Kansas Representative Promises Small Business to Push For Another Round of COVID-19 Relief

Date: August 20, 2020

Rep. Estes Supports Liability Reform, More PPP Funds in Next Round of Coronavirus Recovery

As part of NFIB’s Virtual Fly-In, Rep. Ron Estes told Kansas small business owners that when Congress passed the Paycheck Protection Program earlier this year, they knew it was an essential program. Rep. Estes gave kudos to the Treasury Department and the Small Business Administration, the two entities which approved the first loans just one week after the PPP was rolled out. Rep. Estes acknowledged that the rules surrounding the program had to be revised a few times afterwards because Congress was ample to pass the program so quickly.

Rep. Estes put the PPP program in perspective for Kansas small business owners, calling it a success, saying that the SBA authorized the first loans just 13 days after the funds were authorized, and approved the same amount of money in a few days of the program as the SBA did the past 13 years in order to get the money into the hands of small business owners. In the Wichita area alone, Rep. Estes said that the SBA gave out 27,000 PPP loans which saved 286,000 jobs.

“It’s critical that we safely and efficiently reopen our state and our nation and help Americans return to work,” said Rep. Estes. “Small businesses have long-been the economic engine of this nation, yet so many of them have felt the brunt of this pandemic. As we focus on recovery, we need to pursue common sense solutions that encourage the type of healthy growth our economy experienced before the COVID-19-related shutdowns.”

When the coronavirus first hit, Rep. Estes said himself as well as Congress as a whole had the expectation was that it was going to be a two to three-month endeavor, admitted that but hindsight is 20/20. Rep. Estes said, of course, this pandemic has not turned out that way, and added that Congress need to come back and revisit that soon. Rep. Estes wants to look at a second round of PPP loans, saying that now the question is: how do you do that safely and securely?
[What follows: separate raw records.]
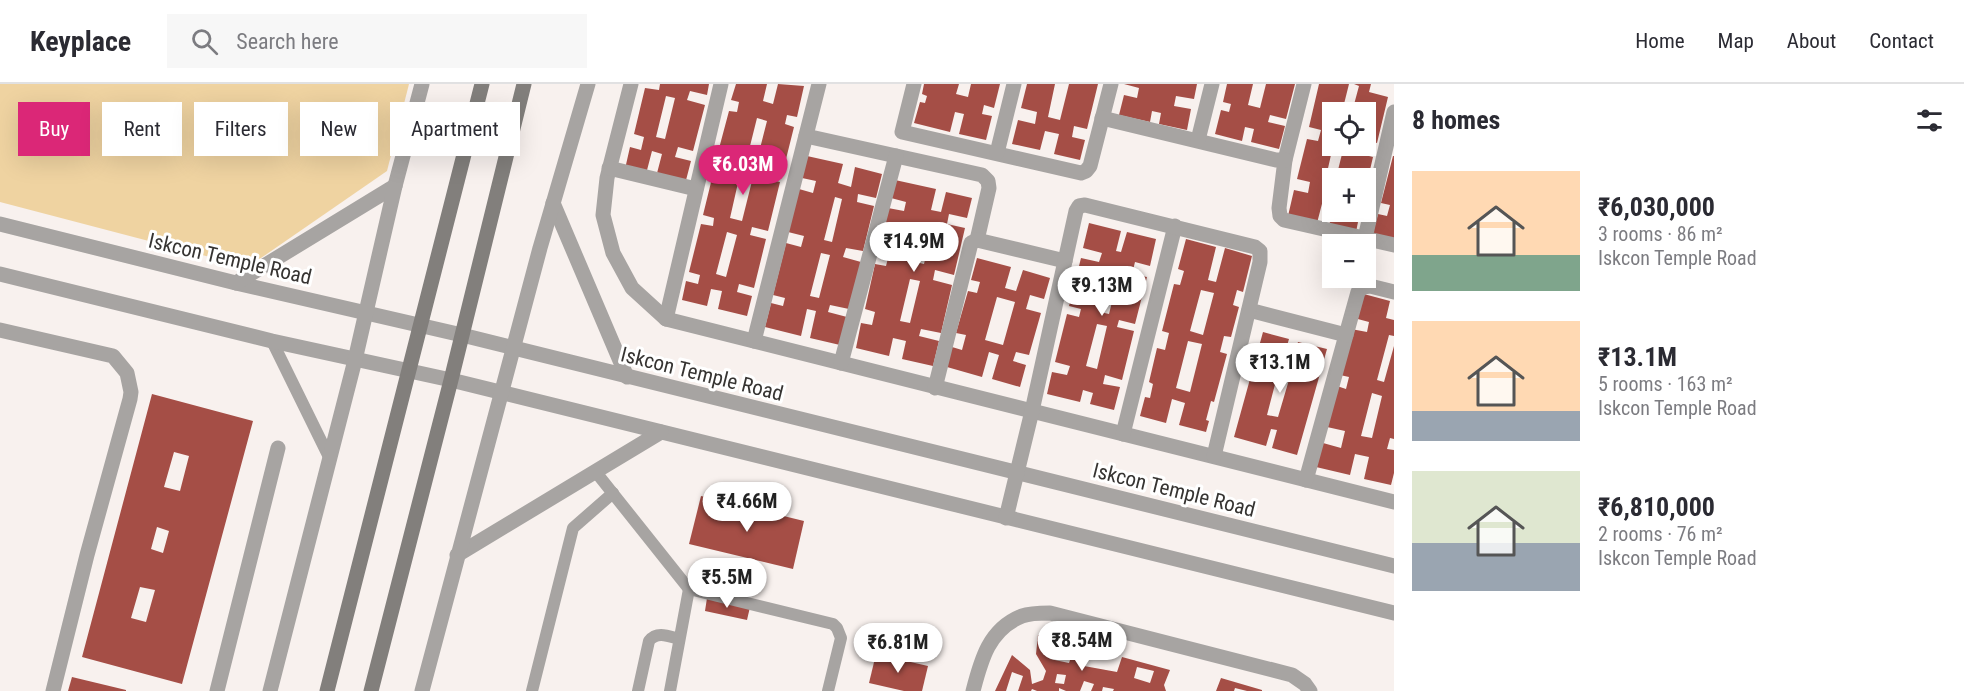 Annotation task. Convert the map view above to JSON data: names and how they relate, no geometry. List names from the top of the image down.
{
  "streets": {
    "street": ["Iskcon Temple Road"]
  },
  "page": {
    "header": "Keyplace",
    "search": "Search here",
    "nav": [
      "Home",
      "Map",
      "About",
      "Contact"
    ],
    "heading": "8 homes",
    "map_buttons": ["+", "−"],
    "chip": [
      "Buy",
      "Rent",
      "Filters",
      "New",
      "Apartment"
    ],
    "price": [
      "₹6.03M",
      "₹14.9M",
      "₹9.13M",
      "₹13.1M",
      "₹4.66M",
      "₹5.5M",
      "₹8.54M",
      "₹6.81M"
    ],
    "list": [
      {
        "name": "₹6,030,000",
        "note": "3 rooms · 86 m² · Iskcon Temple Road"
      },
      {
        "name": "₹13.1M",
        "note": "5 rooms · 163 m² · Iskcon Temple Road"
      },
      {
        "name": "₹6,810,000",
        "note": "2 rooms · 76 m² · Iskcon Temple Road"
      }
    ]
  }
}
Another key component of the next round of recovery, Rep. Estes said, should be liability reform. “We need to make sure that trial lawyers can’t file a lawsuit simply because someone walked into a small business and said they got sick or that an employee went to work and the next day they got sick and said they got it in the workplace but they can’t prove it,” said Rep. Estes. “Unfortunately, it’s an election year and politics has taken center stage. There has been a lot of political posturing around the Post Office and how it’s funded. The Post Office has struggled for years with funding, but we want to keep it going and I support that.”

Rep. Estes briefed Kansas small business owners about the latest on the coronavirus pandemic in Kansas, saying that the state has seen an uptick in COVID-19 cases but has not seen an increase of hospitalizations and deaths. Hopefully, Rep. Estes, said, there will be a vaccine soon. “I’m optimistic it will happen in the fall and while some will be more effective than others, we need to get people in the mindset of getting back to normal and getting out and about and we’ve got to start doing that.”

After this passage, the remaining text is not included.